## Task statement
Of all the entries below, retype only the lines from the one with "M112 196H133L126 274 105 272Z" through the one with "M540 745 578 781 570 788H540Z", exactly as they appear.

Saved data entries
★ ★ ★ ★

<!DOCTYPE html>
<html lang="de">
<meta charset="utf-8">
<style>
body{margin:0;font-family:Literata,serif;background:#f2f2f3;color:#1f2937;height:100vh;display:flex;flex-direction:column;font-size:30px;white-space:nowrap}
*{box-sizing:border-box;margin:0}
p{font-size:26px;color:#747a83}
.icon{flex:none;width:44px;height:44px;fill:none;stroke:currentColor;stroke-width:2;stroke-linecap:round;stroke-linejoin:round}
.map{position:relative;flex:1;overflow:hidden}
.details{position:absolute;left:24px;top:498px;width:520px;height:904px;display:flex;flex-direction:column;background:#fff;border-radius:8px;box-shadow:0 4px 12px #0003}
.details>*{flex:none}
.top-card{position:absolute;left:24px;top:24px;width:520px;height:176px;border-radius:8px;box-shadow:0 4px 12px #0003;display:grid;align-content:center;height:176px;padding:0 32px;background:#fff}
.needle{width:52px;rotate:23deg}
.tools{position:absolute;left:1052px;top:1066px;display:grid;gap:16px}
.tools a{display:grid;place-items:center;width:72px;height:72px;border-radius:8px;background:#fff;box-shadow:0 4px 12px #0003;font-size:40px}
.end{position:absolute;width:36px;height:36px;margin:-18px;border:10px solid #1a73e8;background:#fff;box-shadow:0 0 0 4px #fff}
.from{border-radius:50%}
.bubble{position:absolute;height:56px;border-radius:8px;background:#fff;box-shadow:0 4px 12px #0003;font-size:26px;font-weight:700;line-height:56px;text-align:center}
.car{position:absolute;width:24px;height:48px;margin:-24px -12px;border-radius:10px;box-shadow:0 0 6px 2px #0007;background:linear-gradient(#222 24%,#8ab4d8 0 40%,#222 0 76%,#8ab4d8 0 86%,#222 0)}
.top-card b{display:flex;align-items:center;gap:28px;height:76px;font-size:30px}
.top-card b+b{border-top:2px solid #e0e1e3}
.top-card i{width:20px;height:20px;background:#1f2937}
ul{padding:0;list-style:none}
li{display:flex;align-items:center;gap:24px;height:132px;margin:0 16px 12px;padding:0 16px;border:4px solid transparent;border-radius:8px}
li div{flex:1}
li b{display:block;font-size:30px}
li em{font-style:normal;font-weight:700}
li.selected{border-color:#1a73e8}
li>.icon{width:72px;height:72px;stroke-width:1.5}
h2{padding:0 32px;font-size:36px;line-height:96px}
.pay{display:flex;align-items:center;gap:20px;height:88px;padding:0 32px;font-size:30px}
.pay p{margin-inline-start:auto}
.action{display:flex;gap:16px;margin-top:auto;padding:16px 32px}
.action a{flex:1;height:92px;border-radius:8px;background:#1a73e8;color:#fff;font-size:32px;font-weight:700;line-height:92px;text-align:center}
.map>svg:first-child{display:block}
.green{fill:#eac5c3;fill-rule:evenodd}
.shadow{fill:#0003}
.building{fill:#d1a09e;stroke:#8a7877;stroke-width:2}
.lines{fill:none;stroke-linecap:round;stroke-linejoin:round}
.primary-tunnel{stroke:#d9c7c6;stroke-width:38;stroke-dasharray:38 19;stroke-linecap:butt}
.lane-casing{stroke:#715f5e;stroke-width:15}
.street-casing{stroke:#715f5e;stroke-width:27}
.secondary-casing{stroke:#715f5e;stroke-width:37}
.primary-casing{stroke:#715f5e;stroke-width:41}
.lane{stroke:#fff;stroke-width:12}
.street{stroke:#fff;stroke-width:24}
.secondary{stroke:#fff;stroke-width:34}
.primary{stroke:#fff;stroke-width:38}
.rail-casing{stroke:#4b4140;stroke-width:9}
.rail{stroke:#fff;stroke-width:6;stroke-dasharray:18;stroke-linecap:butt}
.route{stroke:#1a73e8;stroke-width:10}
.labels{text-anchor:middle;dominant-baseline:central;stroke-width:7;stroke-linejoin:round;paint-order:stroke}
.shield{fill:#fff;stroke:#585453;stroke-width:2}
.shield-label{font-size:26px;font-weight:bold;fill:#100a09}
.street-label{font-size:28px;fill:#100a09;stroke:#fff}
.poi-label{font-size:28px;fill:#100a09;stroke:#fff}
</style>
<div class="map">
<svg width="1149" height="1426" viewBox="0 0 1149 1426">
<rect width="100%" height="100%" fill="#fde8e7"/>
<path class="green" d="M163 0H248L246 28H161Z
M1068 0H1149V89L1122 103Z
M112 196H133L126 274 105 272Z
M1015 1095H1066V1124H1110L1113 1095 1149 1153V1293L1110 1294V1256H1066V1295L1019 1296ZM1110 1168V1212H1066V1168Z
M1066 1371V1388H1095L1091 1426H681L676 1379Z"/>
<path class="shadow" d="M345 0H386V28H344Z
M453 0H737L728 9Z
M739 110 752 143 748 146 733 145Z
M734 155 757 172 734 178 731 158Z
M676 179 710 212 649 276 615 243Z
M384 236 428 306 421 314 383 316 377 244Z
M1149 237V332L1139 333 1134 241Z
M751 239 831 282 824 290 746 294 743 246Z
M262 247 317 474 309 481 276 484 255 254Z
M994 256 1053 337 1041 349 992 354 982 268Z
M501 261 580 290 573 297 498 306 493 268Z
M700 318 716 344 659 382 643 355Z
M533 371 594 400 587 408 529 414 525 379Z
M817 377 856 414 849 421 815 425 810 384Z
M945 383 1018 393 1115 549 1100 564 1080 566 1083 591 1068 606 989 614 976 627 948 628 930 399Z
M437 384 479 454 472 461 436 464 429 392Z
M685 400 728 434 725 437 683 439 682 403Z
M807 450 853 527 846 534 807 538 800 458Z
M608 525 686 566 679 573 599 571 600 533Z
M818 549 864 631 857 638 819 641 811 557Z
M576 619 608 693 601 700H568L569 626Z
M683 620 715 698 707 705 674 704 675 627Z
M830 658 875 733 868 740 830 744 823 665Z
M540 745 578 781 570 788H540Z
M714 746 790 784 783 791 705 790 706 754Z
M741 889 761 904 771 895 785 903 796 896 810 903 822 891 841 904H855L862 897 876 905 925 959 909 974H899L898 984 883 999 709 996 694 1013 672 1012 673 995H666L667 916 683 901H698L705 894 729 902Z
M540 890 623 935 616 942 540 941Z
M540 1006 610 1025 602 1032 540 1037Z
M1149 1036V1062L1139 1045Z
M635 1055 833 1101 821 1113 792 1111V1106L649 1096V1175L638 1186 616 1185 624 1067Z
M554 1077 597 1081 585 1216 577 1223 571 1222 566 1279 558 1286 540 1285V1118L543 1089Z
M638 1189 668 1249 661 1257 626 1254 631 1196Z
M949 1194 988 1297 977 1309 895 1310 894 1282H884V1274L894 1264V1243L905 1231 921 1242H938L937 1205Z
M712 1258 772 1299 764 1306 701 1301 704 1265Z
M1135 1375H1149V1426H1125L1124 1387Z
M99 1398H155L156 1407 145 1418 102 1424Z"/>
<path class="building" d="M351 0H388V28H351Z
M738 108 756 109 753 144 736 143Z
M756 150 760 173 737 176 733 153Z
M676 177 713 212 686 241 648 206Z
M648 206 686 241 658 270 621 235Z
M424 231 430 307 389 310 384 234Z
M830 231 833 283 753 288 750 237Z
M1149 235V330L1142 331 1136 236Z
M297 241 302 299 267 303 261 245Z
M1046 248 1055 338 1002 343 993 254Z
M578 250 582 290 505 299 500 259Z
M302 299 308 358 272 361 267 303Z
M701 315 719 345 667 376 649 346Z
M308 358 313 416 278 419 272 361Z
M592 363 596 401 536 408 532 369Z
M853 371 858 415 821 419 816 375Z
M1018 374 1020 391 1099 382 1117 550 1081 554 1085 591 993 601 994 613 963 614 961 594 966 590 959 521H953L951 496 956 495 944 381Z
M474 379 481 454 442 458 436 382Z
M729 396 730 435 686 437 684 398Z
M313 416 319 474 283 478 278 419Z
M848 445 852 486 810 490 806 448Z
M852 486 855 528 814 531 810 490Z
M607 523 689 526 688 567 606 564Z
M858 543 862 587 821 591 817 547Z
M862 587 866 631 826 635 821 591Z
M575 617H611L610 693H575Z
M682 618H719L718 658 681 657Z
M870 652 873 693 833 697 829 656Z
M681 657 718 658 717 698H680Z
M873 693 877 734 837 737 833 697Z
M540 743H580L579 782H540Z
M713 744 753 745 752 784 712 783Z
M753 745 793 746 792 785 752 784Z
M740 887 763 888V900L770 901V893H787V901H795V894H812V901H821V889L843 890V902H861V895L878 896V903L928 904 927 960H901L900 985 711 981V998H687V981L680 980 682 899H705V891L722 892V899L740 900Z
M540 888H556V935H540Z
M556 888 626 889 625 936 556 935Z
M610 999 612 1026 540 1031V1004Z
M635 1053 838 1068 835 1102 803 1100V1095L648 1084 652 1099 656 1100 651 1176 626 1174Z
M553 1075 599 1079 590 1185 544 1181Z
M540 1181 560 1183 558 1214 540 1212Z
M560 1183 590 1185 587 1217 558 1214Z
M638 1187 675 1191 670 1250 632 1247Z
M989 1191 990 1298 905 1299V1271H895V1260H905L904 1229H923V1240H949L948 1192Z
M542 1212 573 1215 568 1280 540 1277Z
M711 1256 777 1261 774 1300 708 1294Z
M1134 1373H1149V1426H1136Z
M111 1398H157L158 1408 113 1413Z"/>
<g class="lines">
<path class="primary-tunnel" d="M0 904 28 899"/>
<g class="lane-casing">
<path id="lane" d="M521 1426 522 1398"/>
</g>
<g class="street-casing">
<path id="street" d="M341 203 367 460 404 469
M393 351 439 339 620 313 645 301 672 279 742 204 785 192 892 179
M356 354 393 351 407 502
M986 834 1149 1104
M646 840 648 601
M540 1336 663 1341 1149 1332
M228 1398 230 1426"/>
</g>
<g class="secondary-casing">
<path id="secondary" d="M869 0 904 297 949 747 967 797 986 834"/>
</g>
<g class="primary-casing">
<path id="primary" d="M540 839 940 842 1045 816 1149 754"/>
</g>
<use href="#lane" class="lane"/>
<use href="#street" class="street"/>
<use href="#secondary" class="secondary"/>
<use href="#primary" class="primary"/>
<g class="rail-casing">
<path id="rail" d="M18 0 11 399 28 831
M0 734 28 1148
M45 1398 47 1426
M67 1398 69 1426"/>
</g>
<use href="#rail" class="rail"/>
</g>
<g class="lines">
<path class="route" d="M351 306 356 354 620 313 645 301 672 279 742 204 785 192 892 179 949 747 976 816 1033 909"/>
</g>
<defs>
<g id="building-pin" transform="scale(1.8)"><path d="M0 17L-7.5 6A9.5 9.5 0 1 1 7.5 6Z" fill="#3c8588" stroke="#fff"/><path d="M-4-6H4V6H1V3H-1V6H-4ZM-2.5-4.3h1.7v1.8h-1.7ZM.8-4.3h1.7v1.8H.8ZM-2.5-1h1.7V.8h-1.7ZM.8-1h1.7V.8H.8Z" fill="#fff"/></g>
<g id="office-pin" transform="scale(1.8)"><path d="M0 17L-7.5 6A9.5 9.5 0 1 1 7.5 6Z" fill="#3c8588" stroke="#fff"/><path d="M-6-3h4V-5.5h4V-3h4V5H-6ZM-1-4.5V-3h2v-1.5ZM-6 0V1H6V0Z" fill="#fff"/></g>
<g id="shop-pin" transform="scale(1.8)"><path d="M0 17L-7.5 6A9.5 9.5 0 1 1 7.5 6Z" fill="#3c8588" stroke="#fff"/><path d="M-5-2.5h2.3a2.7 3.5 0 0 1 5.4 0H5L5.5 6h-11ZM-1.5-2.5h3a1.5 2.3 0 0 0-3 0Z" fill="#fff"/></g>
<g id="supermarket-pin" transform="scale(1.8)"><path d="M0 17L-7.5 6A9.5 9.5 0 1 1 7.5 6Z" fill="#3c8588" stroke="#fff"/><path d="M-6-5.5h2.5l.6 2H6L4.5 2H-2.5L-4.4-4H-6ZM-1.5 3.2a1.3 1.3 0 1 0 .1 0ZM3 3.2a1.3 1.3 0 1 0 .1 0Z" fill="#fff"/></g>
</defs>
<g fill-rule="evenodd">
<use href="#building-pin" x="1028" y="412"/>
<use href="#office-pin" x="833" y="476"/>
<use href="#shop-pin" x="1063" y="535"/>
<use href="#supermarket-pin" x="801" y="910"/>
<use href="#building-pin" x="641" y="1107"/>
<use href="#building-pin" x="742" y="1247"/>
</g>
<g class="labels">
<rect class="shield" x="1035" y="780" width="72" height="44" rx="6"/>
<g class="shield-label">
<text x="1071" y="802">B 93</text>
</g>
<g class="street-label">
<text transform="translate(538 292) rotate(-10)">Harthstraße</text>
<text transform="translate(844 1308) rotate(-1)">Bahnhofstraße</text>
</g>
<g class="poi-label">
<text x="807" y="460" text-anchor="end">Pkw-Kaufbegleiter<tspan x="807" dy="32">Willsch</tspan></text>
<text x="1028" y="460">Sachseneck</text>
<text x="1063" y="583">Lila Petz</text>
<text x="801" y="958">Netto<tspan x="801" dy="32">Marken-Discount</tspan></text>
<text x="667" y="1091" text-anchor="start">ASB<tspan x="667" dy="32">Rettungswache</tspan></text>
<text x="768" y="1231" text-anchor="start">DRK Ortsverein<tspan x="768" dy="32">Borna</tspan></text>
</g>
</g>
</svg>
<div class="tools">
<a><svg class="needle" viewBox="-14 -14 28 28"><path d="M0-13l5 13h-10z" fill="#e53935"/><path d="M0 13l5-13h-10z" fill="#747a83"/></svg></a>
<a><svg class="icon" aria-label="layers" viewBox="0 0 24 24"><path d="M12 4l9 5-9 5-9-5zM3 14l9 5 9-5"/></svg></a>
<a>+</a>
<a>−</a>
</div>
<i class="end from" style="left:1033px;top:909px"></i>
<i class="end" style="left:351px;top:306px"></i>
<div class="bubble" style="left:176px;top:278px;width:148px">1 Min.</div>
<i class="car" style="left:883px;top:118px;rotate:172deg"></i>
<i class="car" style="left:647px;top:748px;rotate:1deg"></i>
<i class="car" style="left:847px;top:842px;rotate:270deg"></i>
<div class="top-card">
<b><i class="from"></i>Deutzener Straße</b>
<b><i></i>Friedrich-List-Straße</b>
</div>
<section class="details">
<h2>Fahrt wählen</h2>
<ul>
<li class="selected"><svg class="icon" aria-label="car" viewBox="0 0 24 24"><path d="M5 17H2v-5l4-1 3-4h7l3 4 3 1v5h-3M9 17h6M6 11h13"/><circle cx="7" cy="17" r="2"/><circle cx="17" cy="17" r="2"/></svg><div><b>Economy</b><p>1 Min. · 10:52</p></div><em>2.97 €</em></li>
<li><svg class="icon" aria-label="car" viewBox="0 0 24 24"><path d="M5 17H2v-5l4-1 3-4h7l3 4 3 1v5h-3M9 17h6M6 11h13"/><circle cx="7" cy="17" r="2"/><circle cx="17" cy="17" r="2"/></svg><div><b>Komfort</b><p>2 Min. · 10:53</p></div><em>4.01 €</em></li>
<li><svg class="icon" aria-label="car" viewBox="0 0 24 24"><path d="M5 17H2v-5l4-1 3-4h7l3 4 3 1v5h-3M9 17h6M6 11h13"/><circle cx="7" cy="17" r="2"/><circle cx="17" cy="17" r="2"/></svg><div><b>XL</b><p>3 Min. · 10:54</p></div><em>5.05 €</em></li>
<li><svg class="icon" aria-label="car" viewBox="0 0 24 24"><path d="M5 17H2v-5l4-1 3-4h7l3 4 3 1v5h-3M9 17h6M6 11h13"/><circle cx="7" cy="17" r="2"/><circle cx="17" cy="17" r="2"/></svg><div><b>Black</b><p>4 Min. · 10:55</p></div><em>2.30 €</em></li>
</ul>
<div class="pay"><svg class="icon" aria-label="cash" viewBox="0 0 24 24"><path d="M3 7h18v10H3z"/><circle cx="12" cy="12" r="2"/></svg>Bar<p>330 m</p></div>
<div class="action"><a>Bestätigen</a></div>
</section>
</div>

★ ★ ★ ★

## Answer for this exercise
M112 196H133L126 274 105 272Z
M1015 1095H1066V1124H1110L1113 1095 1149 1153V1293L1110 1294V1256H1066V1295L1019 1296ZM1110 1168V1212H1066V1168Z
M1066 1371V1388H1095L1091 1426H681L676 1379Z"/>
<path class="shadow" d="M345 0H386V28H344Z
M453 0H737L728 9Z
M739 110 752 143 748 146 733 145Z
M734 155 757 172 734 178 731 158Z
M676 179 710 212 649 276 615 243Z
M384 236 428 306 421 314 383 316 377 244Z
M1149 237V332L1139 333 1134 241Z
M751 239 831 282 824 290 746 294 743 246Z
M262 247 317 474 309 481 276 484 255 254Z
M994 256 1053 337 1041 349 992 354 982 268Z
M501 261 580 290 573 297 498 306 493 268Z
M700 318 716 344 659 382 643 355Z
M533 371 594 400 587 408 529 414 525 379Z
M817 377 856 414 849 421 815 425 810 384Z
M945 383 1018 393 1115 549 1100 564 1080 566 1083 591 1068 606 989 614 976 627 948 628 930 399Z
M437 384 479 454 472 461 436 464 429 392Z
M685 400 728 434 725 437 683 439 682 403Z
M807 450 853 527 846 534 807 538 800 458Z
M608 525 686 566 679 573 599 571 600 533Z
M818 549 864 631 857 638 819 641 811 557Z
M576 619 608 693 601 700H568L569 626Z
M683 620 715 698 707 705 674 704 675 627Z
M830 658 875 733 868 740 830 744 823 665Z
M540 745 578 781 570 788H540Z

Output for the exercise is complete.